The more vegetables you can add to recipes, the larger and more filling the servings become. Browning heightens the flavor of meats such as pork tenderloin or chicken, but also of many vegetables such as onions, celery, and bell peppers. Adding a small amount of water releases that flavor to penetrate the meat and blend with it. A small amount of sauce can make a flavorful, filling meal of a stir-fry dish that is mostly vegetables and a small amount of meat over a half-cup of fragrant basmati rice.

Besides vegetables, the more flavored liquid you put in a dish, the more filling a serving becomes. Many soups are transformed into stews by thickening the liquid with a couple tablespoons of tapioca starch or cornstarch, which adds only another 50 calories.

Increase the spices, decrease the meat by half but brown it, thicken the liquid, and increase the vegetables by half, and you increase both the flavor and the serving size. That makes your dish more filling.

Tamping down fat and calories
The third step in weight loss for big eaters is creating food that is also low in fat and calories. I've already mentioned that generally the more vegetables in your food, the fewer calories. Vegetables also have small amounts of fat and calories compared to meat products or even milk. All fat—animal or vegetable oil—has at least 120 calories for every tablespoon. If a recipe lists one-fourth cup (or more likely, one-half cup) of vegetable oil as its first ingredient, that's 500 to 1,000 calories! Instead, use non-stick cookware and non-stick cooking spray to brown meat or vegetables in place of butter or any type of oil. The main ingredient to look for in cooking spray is lethicin (no calories). There are also lots of flavorful recipes for "oven-fried" chicken that use egg whites to hold the breading.

I also buy low-fat or no-fat yogurt, cream cheese, or sour cream, and low-fat egg substitute for cooking. Examine the fat and calorie content on any product you buy. Regular smoked sausage or kielbasa have 50 percent more calories than their low-fat counterparts. The red lentil, carrot, and sausage or creamy Italian sausage stews I make with them are just as rich, with far fewer calories.

I've found several good calorie-free sweeteners with aspartame, such as Equal; sucralose, such as Splenda; and saccharin, such as Sweet'n Low. Each has its advantages and drawbacks. You can use sucralose and saccharine in cooked or baked goods, but aspertame loses its sweetness in stewed or baked dishes. Most sucralose says it measures the same as sugar, but in my experience I have to measure twice as much to achieve the same degree of sweetness. In cold dishes, aspertane works just as well for me as sucralose.

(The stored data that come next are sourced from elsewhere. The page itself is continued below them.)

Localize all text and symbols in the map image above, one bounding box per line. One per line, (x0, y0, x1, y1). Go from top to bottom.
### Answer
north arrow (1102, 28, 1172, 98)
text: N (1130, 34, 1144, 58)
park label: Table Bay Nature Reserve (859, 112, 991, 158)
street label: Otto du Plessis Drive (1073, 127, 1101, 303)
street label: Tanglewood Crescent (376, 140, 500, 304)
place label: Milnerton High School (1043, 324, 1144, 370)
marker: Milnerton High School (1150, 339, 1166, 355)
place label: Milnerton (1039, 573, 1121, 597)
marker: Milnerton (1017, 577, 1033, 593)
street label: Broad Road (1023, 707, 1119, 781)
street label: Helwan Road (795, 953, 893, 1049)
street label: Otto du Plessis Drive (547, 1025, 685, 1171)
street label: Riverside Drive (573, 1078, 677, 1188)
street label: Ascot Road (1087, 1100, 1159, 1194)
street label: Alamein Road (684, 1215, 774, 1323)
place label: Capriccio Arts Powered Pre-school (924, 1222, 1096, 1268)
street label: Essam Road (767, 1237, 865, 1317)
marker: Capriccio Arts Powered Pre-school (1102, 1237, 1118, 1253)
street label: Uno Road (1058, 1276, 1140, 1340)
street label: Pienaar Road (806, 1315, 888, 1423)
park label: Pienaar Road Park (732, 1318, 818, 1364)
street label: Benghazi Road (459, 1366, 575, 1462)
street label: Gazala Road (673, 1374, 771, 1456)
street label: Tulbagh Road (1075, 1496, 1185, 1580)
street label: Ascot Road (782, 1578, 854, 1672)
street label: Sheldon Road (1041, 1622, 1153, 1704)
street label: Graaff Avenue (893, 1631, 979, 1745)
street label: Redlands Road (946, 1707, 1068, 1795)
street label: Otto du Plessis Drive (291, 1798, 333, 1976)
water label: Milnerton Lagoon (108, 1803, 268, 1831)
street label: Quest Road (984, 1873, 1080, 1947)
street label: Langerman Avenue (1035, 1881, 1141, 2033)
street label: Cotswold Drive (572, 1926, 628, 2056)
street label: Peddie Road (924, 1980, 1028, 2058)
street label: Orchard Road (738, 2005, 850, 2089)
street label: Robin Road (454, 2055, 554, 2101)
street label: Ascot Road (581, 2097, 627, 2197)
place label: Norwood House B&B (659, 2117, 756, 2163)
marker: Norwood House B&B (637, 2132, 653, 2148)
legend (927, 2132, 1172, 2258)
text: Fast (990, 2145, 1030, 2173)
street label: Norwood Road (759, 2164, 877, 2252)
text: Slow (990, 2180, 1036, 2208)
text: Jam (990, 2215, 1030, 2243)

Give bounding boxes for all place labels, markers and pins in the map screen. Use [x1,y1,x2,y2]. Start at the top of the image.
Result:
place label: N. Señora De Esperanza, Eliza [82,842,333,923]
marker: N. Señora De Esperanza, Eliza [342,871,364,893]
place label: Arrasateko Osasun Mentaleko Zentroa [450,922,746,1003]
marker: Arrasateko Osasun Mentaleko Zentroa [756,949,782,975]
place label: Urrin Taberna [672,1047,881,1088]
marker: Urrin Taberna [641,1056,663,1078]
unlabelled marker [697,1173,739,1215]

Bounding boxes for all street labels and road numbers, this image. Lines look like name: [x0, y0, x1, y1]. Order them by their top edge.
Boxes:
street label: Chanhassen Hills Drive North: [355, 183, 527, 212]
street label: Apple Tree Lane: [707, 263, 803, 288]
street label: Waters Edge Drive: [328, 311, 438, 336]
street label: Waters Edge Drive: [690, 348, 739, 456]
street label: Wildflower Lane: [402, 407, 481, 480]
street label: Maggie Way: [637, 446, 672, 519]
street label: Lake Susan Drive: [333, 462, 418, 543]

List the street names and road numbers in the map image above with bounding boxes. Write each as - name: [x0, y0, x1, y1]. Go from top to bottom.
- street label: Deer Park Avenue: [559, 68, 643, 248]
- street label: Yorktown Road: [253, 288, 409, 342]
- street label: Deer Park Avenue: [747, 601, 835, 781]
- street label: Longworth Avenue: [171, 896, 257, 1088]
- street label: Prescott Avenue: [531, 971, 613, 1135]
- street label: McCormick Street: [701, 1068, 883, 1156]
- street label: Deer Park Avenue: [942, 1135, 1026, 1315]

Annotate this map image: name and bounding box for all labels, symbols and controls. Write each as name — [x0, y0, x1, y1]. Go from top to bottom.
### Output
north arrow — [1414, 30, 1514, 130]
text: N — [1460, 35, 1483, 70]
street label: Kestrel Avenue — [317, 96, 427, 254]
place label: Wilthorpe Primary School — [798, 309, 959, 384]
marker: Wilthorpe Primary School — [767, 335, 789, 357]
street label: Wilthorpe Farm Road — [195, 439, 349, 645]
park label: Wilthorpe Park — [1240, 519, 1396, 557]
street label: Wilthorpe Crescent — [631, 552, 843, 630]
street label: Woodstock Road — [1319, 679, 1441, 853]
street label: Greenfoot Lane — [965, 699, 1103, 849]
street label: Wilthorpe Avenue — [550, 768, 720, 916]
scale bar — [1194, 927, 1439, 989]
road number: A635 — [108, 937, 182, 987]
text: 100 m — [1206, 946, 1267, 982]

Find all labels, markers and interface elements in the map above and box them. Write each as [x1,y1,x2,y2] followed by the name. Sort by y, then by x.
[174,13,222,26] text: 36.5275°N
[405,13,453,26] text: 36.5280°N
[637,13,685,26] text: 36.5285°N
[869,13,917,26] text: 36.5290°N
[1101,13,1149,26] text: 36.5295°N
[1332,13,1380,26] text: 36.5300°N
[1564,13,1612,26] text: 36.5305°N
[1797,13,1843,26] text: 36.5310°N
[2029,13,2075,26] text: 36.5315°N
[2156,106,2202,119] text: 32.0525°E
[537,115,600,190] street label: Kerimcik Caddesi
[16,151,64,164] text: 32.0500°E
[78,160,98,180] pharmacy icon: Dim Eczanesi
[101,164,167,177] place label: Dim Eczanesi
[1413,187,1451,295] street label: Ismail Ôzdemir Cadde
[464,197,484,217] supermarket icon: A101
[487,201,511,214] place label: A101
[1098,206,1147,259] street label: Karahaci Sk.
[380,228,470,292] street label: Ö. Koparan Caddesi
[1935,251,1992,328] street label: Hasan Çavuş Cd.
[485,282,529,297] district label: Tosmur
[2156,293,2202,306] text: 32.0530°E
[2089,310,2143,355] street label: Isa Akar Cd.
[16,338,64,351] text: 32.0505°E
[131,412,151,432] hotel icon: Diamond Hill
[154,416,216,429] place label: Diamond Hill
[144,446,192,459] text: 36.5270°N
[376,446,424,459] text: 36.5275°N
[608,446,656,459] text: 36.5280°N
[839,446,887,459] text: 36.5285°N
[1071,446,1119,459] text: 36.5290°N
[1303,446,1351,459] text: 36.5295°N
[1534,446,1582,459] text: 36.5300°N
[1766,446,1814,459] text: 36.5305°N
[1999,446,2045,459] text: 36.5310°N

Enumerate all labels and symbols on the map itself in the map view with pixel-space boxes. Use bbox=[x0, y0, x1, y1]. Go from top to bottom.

My grandkids love Grandpa's French toast at breakfast. When I was fatter, I served it sprinkled with powdered sugar. Now I sprinkle on sucralose, which isn't quite as fine but works well.
I have found no studies that confirm any negative effects of artificial sweeteners except for persons with specific medical conditions. Sucralose is FDA-approved for use in over 6,000 products, and aspartame has been approved for use in over 100 countries. (For reports on medical studies of sucralose and aspartame, see medicinenet.com, and of stevia, see www.ehow.com.)

My experience is that big eaters—overeaters like me—can lose weight if they follow these three principles:

  • Make sure what you cook tastes good to you.
  • Increase ingredients that make food more filling.
  • Use substitutes that reduce fat and calories in food without reducing how good it tastes or how well it fills you up.

Do those three things and you'll lose weight and keep it off. I'm no slim chicken, but for the first time since high school, I've lost weight and kept it off.